The Cauvery water dispute is rooted in decades of political incapacity on the part of generations of politicians of four states to hammer out an amicable and sustainable solution to sharing of river water. This dispute has existed for several decades (even pre-Independence) and it is only now thanks to the Tribunal and Supreme Court that a real solution has been found and has become law and binding on all states.
This dispute is important because the Cauvery serves as a source of water for agricultural economies of Tamil Nadu and Karnataka. It also serves as the primary source of drinking water to the rapidly growing city of Bengaluru.
Based on the early reading, the judgment of the SC seems to be fair to Karnataka despite the inept handling of the case by the Siddaramaiah govt in the early stages — which was reversed because of severe criticism from people, including me. Arguably if the early legal strategy had been planned better, it is possible that Karnataka could have got an increased award because we depend far more on Cauvery for agricultural needs than Tamil Nadu.

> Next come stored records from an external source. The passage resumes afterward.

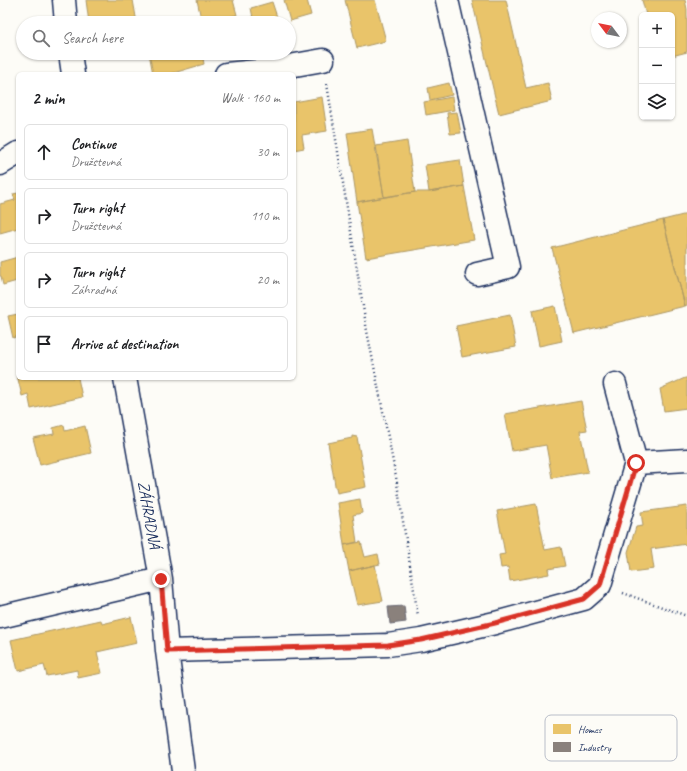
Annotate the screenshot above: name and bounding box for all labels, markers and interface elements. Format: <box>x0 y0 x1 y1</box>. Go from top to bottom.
north arrow <box>591 12 627 48</box>
map controls <box>639 12 675 120</box>
button: + <box>639 12 675 48</box>
search box <box>16 16 296 60</box>
icon: search <box>30 27 52 49</box>
text: Search here <box>62 29 123 48</box>
button: − <box>639 48 675 84</box>
button: layers <box>639 84 675 120</box>
text: 2 min <box>32 88 65 109</box>
text: Walk · 160 m <box>221 90 280 106</box>
text: Continue <box>71 135 116 154</box>
icon: ahead <box>33 141 55 163</box>
text: 30 m <box>257 144 279 160</box>
text: Družstevná <box>71 154 121 170</box>
text: Turn right <box>71 199 124 218</box>
icon: right <box>33 205 55 227</box>
text: 110 m <box>251 208 279 224</box>
text: Družstevná <box>71 218 121 234</box>
text: Turn right <box>71 263 124 282</box>
icon: right <box>33 269 55 291</box>
text: 20 m <box>257 272 279 288</box>
text: Záhradná <box>71 282 117 298</box>
icon: arrive <box>33 333 55 355</box>
text: Arrive at destination <box>71 335 178 354</box>
route start <box>627 454 645 472</box>
street label: ZÁHRADNÁ <box>133 480 165 552</box>
route end <box>152 570 170 588</box>
legend <box>545 715 677 761</box>
text: Homes <box>578 722 603 736</box>
text: Industry <box>578 740 612 754</box>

The summary of what the Supreme Court said is simple: Tamil Nadu’s entitlement will be a total of 404.25, meaning an additional release of 177.25 TMC — a reduction of 14.75 TMC, which will be earmarked for Bengaluru’s drinking water needs. The Tribunal awards of 30 TMC and 7 TMC for Kerala and Puducherry remain unchanged. Of course, it is the Cauvery tribunal that did most of the hard work over years and its work must be acknowledged.

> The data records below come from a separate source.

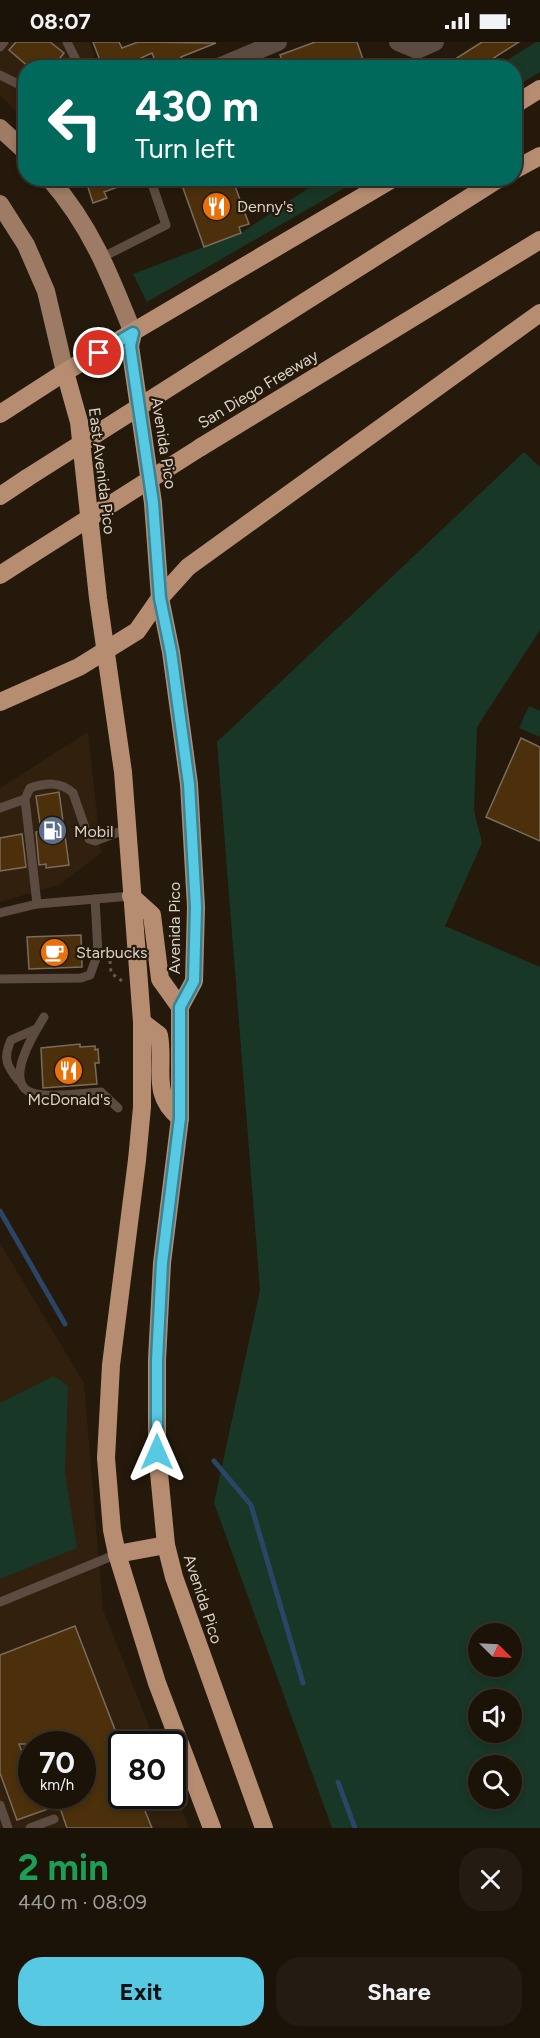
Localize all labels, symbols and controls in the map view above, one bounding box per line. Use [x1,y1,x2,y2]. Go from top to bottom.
text: 08:07 [30,8,91,35]
text: 430 m [135,81,259,132]
icon: left [36,84,114,162]
text: Turn left [135,132,235,165]
restaurant icon: Denny's [200,190,232,222]
place label: Denny's [237,197,294,216]
pin [73,327,124,378]
icon: arrive [82,336,115,369]
street label: San Diego Freeway [194,345,322,432]
street label: Avenida Pico [147,396,181,490]
street label: East Avenida Pico [85,406,119,536]
fuel station icon: Mobil [37,815,69,847]
place label: Mobil [74,822,113,841]
street label: Avenida Pico [165,882,184,974]
cafe icon: Starbucks [39,936,71,968]
place label: Starbucks [76,943,148,962]
restaurant icon: McDonald's [53,1055,85,1087]
place label: McDonald's [27,1090,111,1109]
position arrow [125,1420,189,1484]
street label: Avenida Pico [180,1552,226,1646]
north arrow [468,1623,522,1677]
map controls [468,1623,522,1809]
button: sound [468,1689,522,1743]
speed limit sign: 80 [108,1731,186,1809]
text: 70 [39,1744,75,1781]
button: search [468,1755,522,1809]
text: km/h [40,1776,74,1794]
text: 2 min [18,1846,109,1889]
button: close [459,1848,522,1911]
text: 440 m · 08:09 [18,1890,147,1914]
button: Exit [18,1957,264,2026]
button: Share [276,1957,522,2026]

The finality of this adjudication of the water sharing dispute means more than just these numbers. The Supreme Court has ruled that ownership of river vests with no state and as such water sharing will have to be managed by an independent Cauvery water management board.
This also means that the days of politics around water sharing is near over. This water dispute has been used by a number of politicians to build careers by fanning the fear and insecurity among farmers. Many violent protests have created political careers, which will now need other causes to attach themselves to. Many average but politically connected lawyers have made money through the years this dispute navigated its way through courts, tribunals and Supreme Courts. The professional water management by an independent board will ensure that there will no more of this type of politics.
But 4.75 TMC has been allotted to Bengaluru’s water needs. It’s far from enough for a city that’s rapidly growing at the current rate of consumption of water. That along with the crisis of diminishing water resources in Bengaluru makes water security the most important crisis facing the city and its people, especially its poor. Lack of clean water impacts the poor first and creates connected health and wellness crisis.
This judgment must mark a real pivot — a change in how people of Karnataka and Bengaluru look at the issue of water security, especially when the city’s traditional water sources — its lakes and groundwater are being callously destroyed by an apathetic government machinery. I hope now a realisation grows that water is now an even more finite resource and that a new culture of management and conservation of water will emerge focusing on rebuilding and recharging our lakes and groundwater in Namma Bengaluru.
Rajeev Chandrasekhar is Rajya Sabha MP and founder of Namma Bengaluru Foundation.